Wir haben ja das perverse System der Exportsubventionen für Fleisch aus der EU in Drittländer, in die ja auch ein Großteil des Schmuggelfleisches gegangen ist. Das Geld wird gezahlt nach dem Motto: Dann ist es endlich weg vom überlasteten Rindfleischmarkt und hält ihn schön stabil.

Eine schöne Motivation für Schieber.

Das ist organisierte Kriminalität. Die reicht von Großbritannien über Belgien nach Rußland. Mit Stützpunkten überall in der EU. Da sind schon Leute umgebracht worden. Und doch gibt es über diese Fleischmafia immer noch kaum Kenntnisse. Denn eine funktionsfähige europäische Polizei haben wir noch nicht.
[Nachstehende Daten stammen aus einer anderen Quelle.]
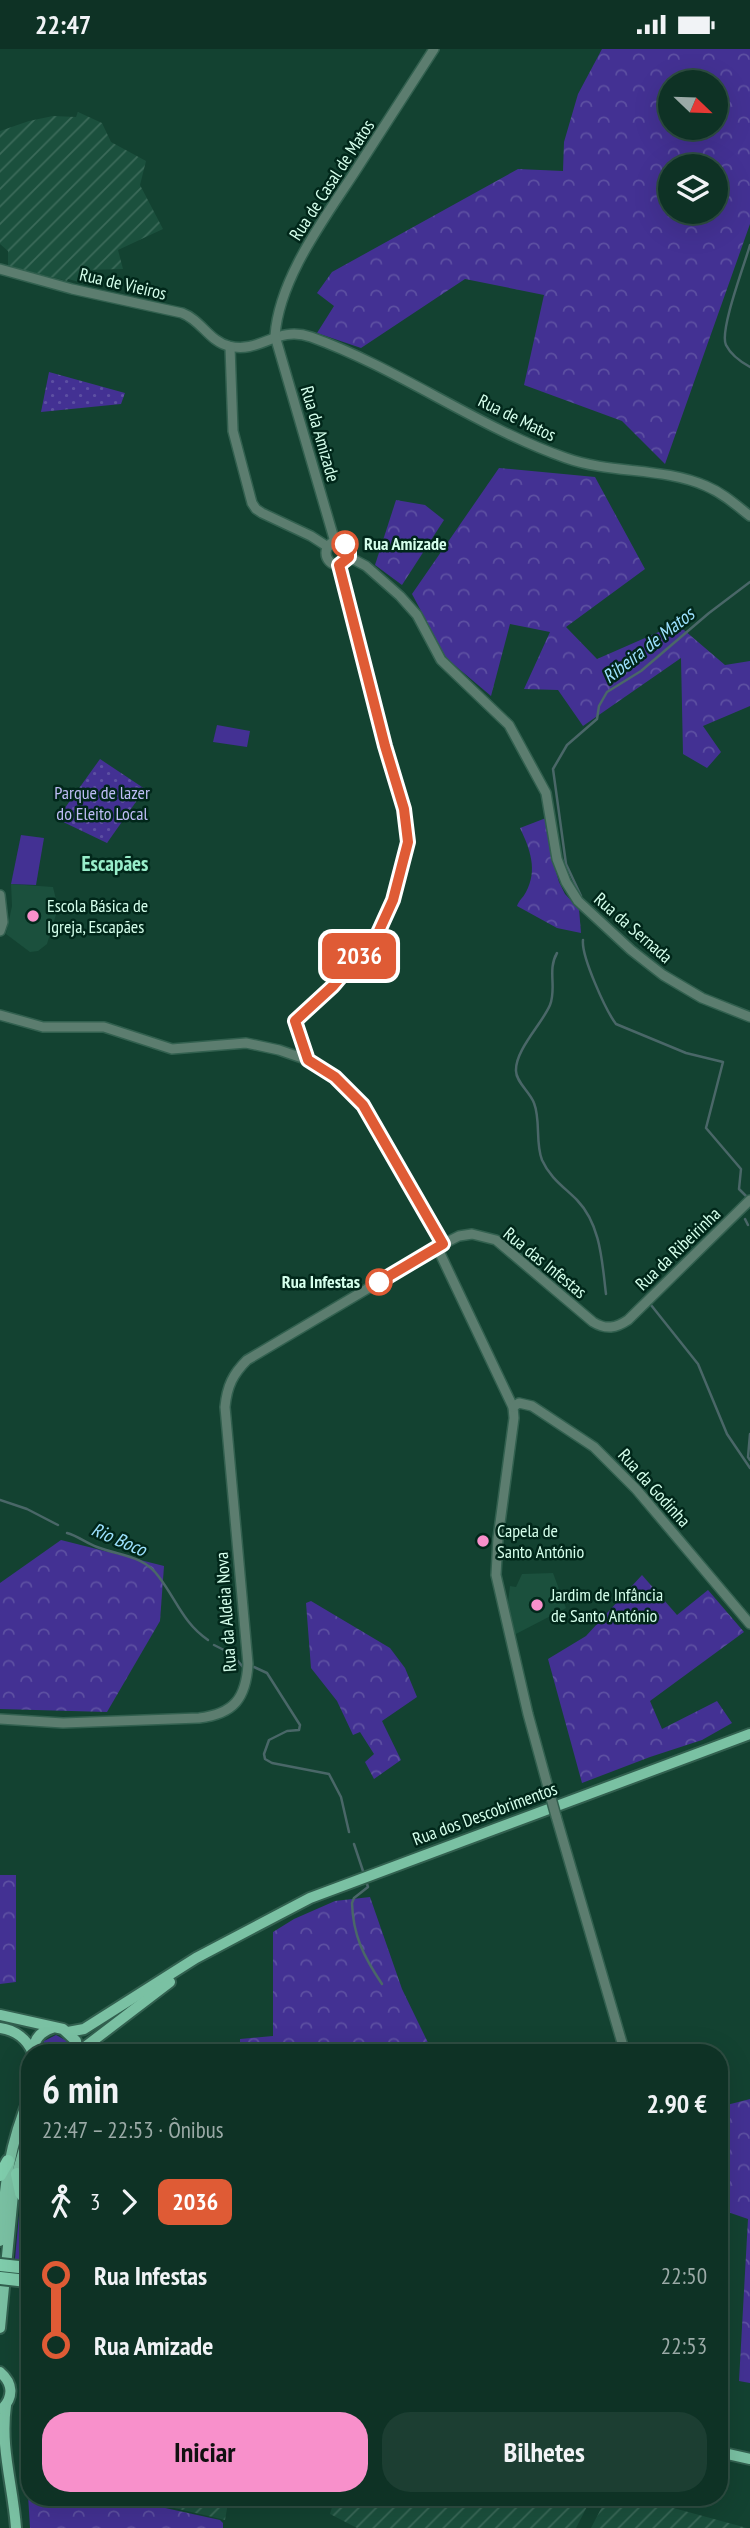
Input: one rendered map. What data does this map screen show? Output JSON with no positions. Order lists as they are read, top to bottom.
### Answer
{
  "streets": {
    "main road": ["Rua dos Descobrimentos"],
    "street": [
      "Rua de Casal de Matos",
      "Rua de Vieiros",
      "Rua de Matos",
      "Rua da Amizade",
      "Rua da Sernada",
      "Rua da Ribeirinha",
      "Rua das Infestas",
      "Rua da Godinha",
      "Rua da Aldeia Nova"
    ]
  },
  "crossings": [
    ["Rua de Casal de Matos", "Rua de Matos"],
    ["Rua de Casal de Matos", "Rua da Amizade"],
    ["Rua de Matos", "Rua da Amizade"],
    ["Rua da Amizade", "Rua da Sernada"],
    ["Rua da Ribeirinha", "Rua das Infestas"],
    ["Rua das Infestas", "Rua da Aldeia Nova"]
  ],
  "districts": ["Escapães"],
  "water": ["Ribeira de Matos", "Rio Boco"],
  "parks": ["Parque de lazer do Eleito Local"],
  "places": [
    "Rua Amizade",
    "Escola Básica de Igreja, Escapães",
    "Rua Infestas",
    "Capela de Santo António",
    "Jardim de Infância de Santo António"
  ],
  "lines": ["bus line 2036"],
  "north": "bottom right",
  "page": {
    "status": "22:47",
    "on_map": "2036",
    "heading": ["6 min", "22:47 – 22:53 · Ônibus", "2.90 €"],
    "legs": ["3", "2036"],
    "list": [
      {
        "name": "Rua Infestas",
        "value": "22:50"
      },
      {
        "name": "Rua Amizade",
        "value": "22:53"
      }
    ],
    "buttons": ["Iniciar", "Bilhetes"]
  }
}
Sonst wird Rauschgift geschmuggelt. Wieso lohnt sich das bei Rindfleisch? Sind das die Subventionen allein?

Es gibt Indizien, daß es sich um Fleisch handelt, das selbst in Großbritannien nicht hätte verkauft werden dürfen. Da muß man unterscheiden: Fleisch aus Großbritannien darf nicht aufs Festland. Fleisch von Rindern, die über dreißig Monate alt sind, sogenanntes OTM-Fleisch „over thirty month“, darf selbst in Großbritannien nicht verkauft werden.

Warum nicht?

Studien der Briten haben gezeigt, daß bei Rindern über dreißig Monaten besonders häufig BSE- Fälle auftraten. Solches OTM- Fleisch muß nicht infiziert sein, aber es darf nicht auf den Markt. Wenn die Schieber es fertigbringen, solche Tiere entweder direkt beim Bauern für ein paar Pfund abzunehmen, oder sie holen sie aus den Lagerstätten für OTMs, dann wird das Geschäft höchst lukrativ.

Wo wird da geschlampt?

Es hätte einiges bei der Lagerung des OTM-Fleischs besser gemacht werden können: Man hätte nicht die Tiere gleich schlachten und ausbeinen sollen, sondern die ganzen Kadaver bis zur Beseitigung hängen lassen. Die wären dann schwieriger aus Großbritannien rauszuschaffen. Außerdem müßten diese Kühllager besser kontrolliert werden. Ob da allerdings auch Behördenmitarbeiter mit drinhängen in dem Betrug wie in Belgien, wo gerade zwei Veterinäre suspendiert wurden, kann man noch nicht sagen.

Klar ist auch: Die konservative Regierung hat zwar das Exportverbot für Rindfleisch aufs Festland in nationales Recht umgesetzt, hat es aber versäumt, den Kontrolleuren das Recht zu geben, auch in die Container hineinzugucken. Das hat erst die neue Regierung vor einigen Wochen gemacht.

Also Hoffnung auf Besserung?

Ich mache mir da keine Illusionen: Solange die Mitgliedsländer kein Geld in weitere Kontrolleure investieren und die Exportsubventionen nicht abschaffen, wird sich nichts ändern. Dieser Subventionsirrsinn gehört abgeschafft. Besser gibt man den Bauern direkt das Geld. Außerdem müssen die Mitgliedsländer transparenter ermitteln: Die Betrugseinheit der EU- Kommission UCLAF hat sich gerade im Ausschuß beschwert, daß sie zu spät aus den Ländern informiert wird.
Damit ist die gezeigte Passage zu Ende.